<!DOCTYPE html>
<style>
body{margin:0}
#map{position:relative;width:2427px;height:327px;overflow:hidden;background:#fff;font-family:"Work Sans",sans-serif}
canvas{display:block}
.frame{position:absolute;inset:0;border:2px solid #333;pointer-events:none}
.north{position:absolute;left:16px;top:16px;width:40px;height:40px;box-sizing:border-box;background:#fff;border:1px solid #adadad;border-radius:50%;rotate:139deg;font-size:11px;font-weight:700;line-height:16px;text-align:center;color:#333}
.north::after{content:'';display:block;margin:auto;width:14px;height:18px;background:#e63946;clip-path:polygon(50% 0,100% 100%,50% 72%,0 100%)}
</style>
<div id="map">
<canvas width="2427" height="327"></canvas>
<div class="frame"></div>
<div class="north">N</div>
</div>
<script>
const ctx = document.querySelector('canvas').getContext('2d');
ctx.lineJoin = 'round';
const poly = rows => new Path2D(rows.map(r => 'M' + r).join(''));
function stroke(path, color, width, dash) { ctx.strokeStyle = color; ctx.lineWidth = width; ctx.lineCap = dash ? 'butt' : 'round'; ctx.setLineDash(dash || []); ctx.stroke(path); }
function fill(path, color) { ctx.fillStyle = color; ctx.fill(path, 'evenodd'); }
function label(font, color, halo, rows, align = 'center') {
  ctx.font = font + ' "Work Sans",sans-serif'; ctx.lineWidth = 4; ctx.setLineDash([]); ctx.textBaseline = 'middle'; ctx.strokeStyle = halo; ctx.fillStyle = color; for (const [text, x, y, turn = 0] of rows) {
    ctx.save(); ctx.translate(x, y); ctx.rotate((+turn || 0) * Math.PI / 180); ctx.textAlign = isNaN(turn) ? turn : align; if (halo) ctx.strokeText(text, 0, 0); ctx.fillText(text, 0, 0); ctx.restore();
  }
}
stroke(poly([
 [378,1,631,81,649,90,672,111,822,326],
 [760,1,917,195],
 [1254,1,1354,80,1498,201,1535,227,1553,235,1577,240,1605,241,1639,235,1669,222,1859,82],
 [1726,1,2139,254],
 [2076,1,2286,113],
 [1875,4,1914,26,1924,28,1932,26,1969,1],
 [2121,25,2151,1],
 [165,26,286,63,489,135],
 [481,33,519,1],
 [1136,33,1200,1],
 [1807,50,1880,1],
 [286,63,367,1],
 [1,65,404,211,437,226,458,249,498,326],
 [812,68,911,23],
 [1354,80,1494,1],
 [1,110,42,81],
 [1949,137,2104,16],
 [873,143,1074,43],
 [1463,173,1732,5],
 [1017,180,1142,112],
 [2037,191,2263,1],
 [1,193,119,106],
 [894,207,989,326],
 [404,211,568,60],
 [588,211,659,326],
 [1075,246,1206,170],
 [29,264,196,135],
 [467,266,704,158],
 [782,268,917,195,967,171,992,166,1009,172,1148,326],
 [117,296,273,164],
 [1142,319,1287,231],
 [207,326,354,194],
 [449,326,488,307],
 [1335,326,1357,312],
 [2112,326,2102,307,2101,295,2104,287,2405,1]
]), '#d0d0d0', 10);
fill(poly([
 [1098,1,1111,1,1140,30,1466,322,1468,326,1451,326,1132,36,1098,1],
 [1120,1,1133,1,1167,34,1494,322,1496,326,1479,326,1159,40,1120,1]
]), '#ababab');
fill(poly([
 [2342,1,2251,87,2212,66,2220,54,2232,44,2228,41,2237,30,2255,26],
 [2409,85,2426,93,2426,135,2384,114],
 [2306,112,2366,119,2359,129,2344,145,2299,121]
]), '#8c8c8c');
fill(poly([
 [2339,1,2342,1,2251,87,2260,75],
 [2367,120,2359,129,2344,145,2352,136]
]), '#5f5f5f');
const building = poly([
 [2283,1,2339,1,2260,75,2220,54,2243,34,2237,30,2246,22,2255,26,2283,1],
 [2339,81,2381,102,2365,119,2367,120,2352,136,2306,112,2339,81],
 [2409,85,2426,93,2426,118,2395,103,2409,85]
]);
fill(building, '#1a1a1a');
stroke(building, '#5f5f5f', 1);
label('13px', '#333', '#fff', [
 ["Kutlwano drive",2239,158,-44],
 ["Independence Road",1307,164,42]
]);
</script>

--

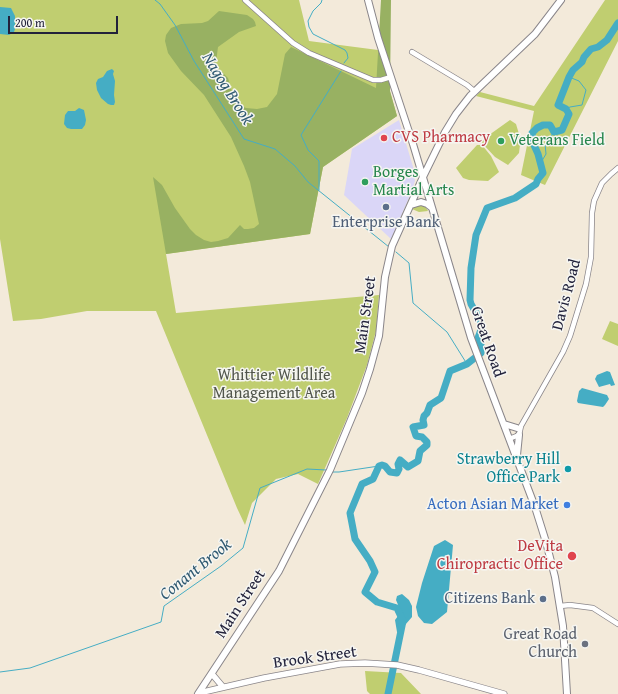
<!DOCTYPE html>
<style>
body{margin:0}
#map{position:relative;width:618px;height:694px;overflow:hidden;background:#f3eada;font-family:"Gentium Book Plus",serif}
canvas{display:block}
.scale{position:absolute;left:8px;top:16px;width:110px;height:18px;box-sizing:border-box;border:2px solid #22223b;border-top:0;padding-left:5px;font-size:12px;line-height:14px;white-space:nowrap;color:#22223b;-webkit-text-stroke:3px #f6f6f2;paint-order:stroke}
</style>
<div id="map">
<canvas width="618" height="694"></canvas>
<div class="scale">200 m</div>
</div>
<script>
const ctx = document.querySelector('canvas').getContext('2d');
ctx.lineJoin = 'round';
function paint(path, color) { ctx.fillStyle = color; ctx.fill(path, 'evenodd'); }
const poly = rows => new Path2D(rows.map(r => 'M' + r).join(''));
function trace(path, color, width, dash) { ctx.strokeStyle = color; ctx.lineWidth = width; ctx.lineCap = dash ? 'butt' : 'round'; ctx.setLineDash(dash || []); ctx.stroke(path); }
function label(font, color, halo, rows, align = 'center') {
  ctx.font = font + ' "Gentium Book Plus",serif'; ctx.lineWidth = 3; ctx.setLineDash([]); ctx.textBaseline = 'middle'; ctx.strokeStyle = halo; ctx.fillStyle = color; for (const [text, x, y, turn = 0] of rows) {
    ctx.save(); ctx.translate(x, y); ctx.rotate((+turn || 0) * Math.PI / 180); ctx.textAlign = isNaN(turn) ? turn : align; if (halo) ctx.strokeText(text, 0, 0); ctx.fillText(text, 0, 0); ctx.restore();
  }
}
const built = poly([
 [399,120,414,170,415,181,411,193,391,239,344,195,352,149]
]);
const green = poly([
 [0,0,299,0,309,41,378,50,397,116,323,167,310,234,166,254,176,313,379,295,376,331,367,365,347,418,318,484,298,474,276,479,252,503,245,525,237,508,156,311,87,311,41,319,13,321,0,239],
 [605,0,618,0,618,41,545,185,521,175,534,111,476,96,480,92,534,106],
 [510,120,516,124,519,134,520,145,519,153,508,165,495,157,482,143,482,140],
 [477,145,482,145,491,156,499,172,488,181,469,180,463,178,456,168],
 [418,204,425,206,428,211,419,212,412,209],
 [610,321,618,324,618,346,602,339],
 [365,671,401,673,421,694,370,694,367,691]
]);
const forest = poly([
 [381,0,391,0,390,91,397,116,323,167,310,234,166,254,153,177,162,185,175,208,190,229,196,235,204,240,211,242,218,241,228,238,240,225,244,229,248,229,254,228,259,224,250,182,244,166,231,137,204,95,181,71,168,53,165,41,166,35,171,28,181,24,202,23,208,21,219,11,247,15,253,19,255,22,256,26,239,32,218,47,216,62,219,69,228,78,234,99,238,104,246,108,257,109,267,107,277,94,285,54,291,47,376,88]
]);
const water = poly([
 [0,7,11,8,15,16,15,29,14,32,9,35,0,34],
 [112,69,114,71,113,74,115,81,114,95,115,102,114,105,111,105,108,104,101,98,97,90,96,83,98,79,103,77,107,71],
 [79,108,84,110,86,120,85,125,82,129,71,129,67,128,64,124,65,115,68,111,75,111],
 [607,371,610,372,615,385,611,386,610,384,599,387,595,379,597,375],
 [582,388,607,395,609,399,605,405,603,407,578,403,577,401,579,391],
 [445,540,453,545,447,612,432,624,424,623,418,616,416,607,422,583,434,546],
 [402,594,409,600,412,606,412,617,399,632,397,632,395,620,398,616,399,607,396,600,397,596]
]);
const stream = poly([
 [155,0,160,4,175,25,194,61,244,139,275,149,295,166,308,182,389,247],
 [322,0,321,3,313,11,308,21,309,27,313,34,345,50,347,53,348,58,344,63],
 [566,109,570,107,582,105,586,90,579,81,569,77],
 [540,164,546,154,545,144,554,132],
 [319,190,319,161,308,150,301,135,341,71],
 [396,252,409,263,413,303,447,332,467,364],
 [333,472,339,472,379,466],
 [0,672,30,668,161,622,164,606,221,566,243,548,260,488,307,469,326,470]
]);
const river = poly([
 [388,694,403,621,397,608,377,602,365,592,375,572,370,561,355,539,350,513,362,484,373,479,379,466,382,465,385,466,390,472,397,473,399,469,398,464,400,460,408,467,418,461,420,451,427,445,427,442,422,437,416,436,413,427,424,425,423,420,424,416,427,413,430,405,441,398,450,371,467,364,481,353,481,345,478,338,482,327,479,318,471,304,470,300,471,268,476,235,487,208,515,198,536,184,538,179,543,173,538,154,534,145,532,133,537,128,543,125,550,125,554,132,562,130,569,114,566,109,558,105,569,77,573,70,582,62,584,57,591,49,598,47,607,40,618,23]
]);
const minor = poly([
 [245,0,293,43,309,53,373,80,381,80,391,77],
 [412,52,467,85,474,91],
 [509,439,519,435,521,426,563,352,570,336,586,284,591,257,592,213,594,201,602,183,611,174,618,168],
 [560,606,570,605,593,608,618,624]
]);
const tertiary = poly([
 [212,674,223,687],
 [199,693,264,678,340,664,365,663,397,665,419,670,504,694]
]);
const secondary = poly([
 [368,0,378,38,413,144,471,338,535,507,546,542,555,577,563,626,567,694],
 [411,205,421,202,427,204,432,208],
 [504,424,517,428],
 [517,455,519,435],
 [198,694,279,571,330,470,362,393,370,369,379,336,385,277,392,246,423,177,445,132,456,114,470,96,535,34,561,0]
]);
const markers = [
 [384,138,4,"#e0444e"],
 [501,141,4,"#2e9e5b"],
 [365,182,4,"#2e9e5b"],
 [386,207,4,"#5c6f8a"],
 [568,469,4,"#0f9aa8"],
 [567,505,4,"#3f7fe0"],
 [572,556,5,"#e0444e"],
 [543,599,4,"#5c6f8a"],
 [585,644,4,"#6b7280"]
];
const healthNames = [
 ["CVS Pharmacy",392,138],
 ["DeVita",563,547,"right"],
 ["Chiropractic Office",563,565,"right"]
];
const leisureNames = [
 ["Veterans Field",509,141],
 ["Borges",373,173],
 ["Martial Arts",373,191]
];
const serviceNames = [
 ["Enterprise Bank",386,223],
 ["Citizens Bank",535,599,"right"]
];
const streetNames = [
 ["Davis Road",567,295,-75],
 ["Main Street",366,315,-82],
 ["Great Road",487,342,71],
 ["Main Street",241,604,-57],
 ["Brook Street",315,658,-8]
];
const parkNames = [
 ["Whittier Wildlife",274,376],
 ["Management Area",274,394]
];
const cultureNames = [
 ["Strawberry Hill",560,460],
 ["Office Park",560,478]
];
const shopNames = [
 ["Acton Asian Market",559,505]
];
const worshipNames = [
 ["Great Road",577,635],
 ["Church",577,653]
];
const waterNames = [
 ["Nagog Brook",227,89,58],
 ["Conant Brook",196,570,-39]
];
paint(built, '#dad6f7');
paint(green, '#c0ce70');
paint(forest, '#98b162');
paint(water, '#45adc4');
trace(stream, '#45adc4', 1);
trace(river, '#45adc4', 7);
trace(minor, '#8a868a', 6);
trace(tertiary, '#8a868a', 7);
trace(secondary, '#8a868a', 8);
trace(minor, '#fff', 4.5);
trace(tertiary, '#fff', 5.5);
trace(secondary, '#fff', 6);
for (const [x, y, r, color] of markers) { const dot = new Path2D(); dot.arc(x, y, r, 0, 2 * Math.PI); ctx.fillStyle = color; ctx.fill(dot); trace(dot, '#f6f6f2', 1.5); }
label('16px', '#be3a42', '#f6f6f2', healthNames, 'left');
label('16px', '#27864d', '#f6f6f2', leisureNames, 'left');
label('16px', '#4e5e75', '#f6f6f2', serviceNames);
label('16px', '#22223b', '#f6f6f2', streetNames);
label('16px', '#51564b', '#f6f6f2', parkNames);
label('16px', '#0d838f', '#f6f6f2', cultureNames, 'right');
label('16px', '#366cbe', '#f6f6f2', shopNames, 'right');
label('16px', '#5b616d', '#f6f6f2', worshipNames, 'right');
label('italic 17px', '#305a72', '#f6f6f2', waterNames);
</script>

> _What you should do_
Once you find the line with "function stroke(path, color, width, dash)" in the entries above, output it and each line after it up to and including the line with "ctx.lineWidth = 4;", and nothing else.

> _Result of this exercise_
function stroke(path, color, width, dash) { ctx.strokeStyle = color; ctx.lineWidth = width; ctx.lineCap = dash ? 'butt' : 'round'; ctx.setLineDash(dash || []); ctx.stroke(path); }
function fill(path, color) { ctx.fillStyle = color; ctx.fill(path, 'evenodd'); }
function label(font, color, halo, rows, align = 'center') {
  ctx.font = font + ' "Work Sans",sans-serif'; ctx.lineWidth = 4; ctx.setLineDash([]); ctx.textBaseline = 'middle'; ctx.strokeStyle = halo; ctx.fillStyle = color; for (const [text, x, y, turn = 0] of rows) {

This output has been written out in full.